_INSTRUCTIONS FOR THE TASK_
Work through the data below and give the number of lines holding the word "filterUnits", without any other text.

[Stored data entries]
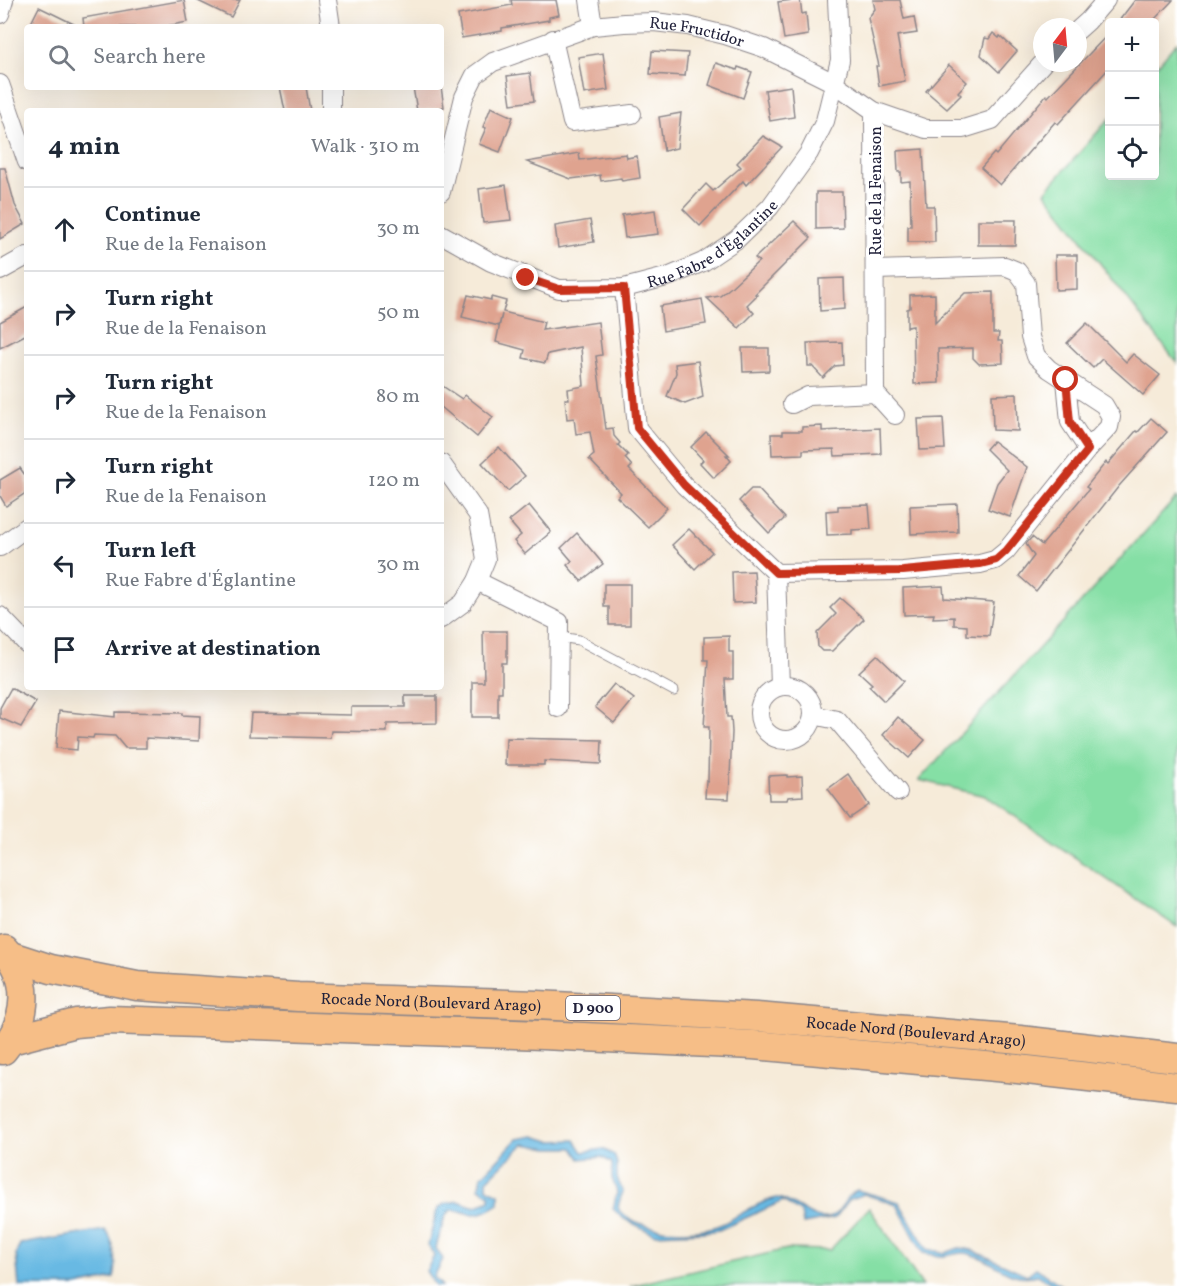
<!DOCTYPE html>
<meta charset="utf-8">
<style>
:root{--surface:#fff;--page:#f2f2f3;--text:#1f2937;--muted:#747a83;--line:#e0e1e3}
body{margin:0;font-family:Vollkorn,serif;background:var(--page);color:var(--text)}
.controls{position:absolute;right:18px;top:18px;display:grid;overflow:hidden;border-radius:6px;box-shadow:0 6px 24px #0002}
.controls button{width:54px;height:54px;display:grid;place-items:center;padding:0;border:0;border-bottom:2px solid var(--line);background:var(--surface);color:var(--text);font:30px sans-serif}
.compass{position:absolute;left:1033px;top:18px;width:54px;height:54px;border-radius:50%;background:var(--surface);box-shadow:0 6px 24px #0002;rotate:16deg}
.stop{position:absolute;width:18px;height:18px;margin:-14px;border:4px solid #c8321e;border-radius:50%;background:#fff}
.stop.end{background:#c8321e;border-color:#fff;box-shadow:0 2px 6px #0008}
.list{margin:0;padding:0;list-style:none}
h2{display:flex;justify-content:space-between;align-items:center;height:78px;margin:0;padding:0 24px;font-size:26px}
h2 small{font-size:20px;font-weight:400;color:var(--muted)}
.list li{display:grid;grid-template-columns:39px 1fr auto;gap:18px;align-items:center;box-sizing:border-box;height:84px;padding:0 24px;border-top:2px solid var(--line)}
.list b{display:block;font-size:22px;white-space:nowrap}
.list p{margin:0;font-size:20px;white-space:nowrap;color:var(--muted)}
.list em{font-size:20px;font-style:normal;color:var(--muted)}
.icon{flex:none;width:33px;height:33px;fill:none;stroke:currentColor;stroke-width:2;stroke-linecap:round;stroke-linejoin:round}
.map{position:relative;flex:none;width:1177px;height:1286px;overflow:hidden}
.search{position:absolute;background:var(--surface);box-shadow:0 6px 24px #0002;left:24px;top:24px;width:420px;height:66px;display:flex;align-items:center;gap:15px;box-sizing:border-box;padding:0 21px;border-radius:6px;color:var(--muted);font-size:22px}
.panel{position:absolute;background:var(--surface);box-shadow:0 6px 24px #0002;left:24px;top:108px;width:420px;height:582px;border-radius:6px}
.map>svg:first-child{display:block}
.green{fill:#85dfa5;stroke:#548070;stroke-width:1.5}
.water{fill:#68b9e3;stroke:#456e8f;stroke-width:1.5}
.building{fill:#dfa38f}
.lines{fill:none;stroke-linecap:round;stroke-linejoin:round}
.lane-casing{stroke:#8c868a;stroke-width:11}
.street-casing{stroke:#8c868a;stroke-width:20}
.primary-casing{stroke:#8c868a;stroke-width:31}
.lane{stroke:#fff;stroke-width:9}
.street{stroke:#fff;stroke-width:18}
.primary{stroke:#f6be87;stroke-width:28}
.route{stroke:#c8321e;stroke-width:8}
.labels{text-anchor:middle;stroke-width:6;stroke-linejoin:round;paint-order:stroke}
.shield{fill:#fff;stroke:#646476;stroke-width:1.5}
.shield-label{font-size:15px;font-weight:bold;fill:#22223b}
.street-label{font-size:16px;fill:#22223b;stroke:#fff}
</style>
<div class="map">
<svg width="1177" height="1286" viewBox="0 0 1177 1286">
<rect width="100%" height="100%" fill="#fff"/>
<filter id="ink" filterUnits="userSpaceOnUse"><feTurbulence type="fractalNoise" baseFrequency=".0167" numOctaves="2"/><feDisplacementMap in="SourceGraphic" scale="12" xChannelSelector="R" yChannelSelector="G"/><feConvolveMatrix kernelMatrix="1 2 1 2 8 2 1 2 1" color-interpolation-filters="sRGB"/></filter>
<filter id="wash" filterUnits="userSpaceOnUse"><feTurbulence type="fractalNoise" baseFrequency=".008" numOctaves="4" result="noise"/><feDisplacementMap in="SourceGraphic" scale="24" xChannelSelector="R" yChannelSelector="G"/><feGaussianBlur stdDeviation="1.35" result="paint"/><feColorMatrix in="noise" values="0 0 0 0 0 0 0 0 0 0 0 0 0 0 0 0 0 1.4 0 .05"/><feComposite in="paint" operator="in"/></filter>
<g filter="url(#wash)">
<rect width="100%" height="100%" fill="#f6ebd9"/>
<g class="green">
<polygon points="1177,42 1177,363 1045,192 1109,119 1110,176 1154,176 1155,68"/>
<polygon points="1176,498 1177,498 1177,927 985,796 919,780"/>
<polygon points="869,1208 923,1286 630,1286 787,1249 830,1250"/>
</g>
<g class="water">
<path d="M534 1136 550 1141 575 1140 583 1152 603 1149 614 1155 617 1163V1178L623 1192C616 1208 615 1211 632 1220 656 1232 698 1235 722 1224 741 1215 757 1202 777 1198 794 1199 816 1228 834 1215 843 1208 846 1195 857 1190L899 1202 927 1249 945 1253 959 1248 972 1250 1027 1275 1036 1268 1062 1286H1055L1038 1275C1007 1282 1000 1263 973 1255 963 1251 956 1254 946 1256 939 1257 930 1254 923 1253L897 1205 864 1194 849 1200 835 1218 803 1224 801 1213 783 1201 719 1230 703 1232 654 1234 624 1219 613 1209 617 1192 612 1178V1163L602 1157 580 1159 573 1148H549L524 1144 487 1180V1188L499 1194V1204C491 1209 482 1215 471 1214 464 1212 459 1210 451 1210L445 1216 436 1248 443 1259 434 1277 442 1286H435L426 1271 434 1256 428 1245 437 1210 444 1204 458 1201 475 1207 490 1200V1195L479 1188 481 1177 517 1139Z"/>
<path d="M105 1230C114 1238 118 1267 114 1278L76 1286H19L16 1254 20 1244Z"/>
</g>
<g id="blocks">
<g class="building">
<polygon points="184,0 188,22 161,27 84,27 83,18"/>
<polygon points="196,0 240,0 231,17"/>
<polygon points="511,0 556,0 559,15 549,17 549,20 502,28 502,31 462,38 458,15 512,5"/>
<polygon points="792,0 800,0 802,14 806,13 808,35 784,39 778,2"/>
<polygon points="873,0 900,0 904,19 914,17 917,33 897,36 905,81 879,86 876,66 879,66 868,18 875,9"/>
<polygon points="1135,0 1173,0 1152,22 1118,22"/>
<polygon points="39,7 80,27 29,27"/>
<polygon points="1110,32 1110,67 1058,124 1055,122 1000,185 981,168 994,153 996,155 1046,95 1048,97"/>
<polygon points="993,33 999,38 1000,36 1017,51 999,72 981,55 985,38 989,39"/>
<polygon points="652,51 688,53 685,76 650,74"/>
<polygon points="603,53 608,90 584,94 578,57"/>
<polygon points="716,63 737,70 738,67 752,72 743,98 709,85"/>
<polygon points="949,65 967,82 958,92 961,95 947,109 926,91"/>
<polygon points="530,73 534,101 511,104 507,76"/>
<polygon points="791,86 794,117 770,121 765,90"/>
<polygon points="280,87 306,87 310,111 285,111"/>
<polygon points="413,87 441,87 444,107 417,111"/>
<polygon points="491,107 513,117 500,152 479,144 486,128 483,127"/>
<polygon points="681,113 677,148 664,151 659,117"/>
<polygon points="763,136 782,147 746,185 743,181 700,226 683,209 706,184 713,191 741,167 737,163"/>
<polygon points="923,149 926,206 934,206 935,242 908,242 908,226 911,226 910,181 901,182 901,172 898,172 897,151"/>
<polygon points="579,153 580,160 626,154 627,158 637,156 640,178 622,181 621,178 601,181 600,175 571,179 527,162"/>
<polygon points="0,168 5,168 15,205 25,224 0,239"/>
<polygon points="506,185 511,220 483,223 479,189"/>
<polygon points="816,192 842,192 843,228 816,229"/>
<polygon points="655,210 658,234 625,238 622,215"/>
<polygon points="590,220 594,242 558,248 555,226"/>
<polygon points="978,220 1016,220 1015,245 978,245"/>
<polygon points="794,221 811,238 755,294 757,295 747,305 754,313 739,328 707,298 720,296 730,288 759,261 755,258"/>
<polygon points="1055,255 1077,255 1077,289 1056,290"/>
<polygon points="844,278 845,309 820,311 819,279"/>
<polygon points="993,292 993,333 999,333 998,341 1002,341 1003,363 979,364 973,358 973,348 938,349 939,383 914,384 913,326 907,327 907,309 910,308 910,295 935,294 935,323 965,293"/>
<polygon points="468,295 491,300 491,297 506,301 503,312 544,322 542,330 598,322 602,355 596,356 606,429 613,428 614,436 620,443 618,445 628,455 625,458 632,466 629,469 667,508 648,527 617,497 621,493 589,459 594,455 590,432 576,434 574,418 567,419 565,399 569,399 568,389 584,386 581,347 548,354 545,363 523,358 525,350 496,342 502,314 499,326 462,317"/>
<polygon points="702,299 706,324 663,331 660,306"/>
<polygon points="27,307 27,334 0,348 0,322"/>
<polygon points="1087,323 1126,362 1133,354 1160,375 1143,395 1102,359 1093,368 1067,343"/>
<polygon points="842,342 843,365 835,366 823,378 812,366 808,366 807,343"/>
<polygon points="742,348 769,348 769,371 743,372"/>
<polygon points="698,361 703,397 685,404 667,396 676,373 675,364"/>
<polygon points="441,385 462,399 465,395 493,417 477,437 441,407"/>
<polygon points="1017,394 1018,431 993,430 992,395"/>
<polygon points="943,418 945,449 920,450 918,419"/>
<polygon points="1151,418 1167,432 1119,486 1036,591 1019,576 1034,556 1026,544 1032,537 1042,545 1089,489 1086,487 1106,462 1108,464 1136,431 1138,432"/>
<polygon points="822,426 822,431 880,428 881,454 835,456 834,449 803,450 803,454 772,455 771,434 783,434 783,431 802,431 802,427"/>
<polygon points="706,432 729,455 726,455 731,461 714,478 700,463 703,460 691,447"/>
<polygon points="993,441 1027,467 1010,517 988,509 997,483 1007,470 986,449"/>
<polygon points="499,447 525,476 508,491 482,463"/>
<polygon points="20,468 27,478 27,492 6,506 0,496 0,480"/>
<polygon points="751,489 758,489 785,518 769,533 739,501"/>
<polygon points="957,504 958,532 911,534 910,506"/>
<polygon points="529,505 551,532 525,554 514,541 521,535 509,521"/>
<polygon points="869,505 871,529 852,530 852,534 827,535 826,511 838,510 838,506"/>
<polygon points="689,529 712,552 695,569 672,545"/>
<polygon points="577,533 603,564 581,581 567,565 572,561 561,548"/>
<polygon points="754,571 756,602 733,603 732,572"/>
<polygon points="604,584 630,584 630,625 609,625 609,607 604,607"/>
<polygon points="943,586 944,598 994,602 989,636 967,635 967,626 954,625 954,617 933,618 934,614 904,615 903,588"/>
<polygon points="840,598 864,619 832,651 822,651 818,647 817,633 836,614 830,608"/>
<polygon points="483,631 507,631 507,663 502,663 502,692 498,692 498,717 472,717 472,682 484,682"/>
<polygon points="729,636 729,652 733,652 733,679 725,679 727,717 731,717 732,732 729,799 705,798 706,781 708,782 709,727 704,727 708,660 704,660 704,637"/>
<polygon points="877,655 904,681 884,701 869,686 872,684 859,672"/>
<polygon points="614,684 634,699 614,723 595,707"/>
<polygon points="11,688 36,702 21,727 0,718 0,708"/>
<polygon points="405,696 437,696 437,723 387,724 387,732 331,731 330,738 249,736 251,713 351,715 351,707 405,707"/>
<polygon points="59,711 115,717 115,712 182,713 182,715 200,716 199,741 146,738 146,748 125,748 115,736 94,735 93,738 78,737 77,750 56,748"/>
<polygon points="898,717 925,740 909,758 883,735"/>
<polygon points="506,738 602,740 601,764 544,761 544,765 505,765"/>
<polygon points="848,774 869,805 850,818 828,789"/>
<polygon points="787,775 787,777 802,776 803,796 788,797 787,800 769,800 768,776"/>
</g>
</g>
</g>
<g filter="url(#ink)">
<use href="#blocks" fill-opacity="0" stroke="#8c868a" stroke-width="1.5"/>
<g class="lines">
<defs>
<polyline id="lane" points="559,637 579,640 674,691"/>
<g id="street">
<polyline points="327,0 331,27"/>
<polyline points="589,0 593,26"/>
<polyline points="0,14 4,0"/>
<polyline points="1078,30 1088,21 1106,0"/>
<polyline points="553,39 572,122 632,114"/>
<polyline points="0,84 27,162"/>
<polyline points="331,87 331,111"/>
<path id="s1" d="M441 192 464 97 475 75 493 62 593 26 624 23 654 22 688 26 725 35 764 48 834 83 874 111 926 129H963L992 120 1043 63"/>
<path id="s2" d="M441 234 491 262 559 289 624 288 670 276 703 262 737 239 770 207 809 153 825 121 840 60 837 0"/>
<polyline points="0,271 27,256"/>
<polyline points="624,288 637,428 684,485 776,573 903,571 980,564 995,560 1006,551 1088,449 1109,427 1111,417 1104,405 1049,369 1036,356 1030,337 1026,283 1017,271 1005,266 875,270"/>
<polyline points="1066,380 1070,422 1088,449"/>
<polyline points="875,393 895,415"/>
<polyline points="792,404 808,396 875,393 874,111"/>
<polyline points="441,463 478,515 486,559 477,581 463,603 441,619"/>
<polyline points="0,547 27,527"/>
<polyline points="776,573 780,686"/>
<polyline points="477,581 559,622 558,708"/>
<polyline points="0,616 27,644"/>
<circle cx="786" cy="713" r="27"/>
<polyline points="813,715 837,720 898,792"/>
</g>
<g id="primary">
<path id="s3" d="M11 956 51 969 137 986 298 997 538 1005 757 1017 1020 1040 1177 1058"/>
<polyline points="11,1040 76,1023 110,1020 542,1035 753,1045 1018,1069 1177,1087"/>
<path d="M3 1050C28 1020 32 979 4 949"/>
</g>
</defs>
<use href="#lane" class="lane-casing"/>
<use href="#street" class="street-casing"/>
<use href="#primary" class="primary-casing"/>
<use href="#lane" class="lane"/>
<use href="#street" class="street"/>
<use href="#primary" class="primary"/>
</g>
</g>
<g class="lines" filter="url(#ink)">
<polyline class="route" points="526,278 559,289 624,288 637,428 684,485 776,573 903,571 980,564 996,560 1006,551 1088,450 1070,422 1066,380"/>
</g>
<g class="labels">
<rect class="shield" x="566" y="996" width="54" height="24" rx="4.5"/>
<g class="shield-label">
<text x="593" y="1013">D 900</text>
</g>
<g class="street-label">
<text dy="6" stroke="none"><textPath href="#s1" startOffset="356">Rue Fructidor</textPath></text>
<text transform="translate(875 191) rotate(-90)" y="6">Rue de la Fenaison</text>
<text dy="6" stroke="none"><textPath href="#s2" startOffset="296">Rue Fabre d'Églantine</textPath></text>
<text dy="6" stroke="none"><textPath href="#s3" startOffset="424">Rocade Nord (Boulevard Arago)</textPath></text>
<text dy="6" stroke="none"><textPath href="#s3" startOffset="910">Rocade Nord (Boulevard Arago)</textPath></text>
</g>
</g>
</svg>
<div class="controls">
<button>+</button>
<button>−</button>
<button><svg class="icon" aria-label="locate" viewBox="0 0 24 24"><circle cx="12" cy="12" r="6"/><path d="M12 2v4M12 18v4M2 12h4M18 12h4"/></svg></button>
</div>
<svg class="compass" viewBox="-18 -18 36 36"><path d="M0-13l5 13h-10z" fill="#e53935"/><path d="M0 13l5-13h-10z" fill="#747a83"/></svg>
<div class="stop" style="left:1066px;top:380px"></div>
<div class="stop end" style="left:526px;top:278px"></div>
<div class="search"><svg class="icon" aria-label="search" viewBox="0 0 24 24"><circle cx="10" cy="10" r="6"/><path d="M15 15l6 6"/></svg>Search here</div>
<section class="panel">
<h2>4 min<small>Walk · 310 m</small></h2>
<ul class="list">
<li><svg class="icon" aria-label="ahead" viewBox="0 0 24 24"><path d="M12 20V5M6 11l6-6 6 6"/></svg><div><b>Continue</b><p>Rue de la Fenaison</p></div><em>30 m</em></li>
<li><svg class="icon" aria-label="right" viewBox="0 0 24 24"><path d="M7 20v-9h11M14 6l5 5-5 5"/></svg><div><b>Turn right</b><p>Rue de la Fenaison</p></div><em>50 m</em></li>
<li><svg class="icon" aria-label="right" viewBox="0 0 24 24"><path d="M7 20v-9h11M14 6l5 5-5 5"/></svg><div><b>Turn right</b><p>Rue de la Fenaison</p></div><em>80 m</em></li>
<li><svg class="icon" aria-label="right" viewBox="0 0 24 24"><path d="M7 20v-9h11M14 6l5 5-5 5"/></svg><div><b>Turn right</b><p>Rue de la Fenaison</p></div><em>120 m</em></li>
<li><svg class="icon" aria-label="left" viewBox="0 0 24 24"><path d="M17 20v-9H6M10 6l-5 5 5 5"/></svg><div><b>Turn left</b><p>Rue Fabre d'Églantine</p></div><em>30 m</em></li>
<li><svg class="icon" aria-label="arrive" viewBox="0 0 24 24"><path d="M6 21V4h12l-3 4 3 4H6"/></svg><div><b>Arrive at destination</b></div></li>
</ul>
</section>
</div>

_EXPECTED ANSWER_
2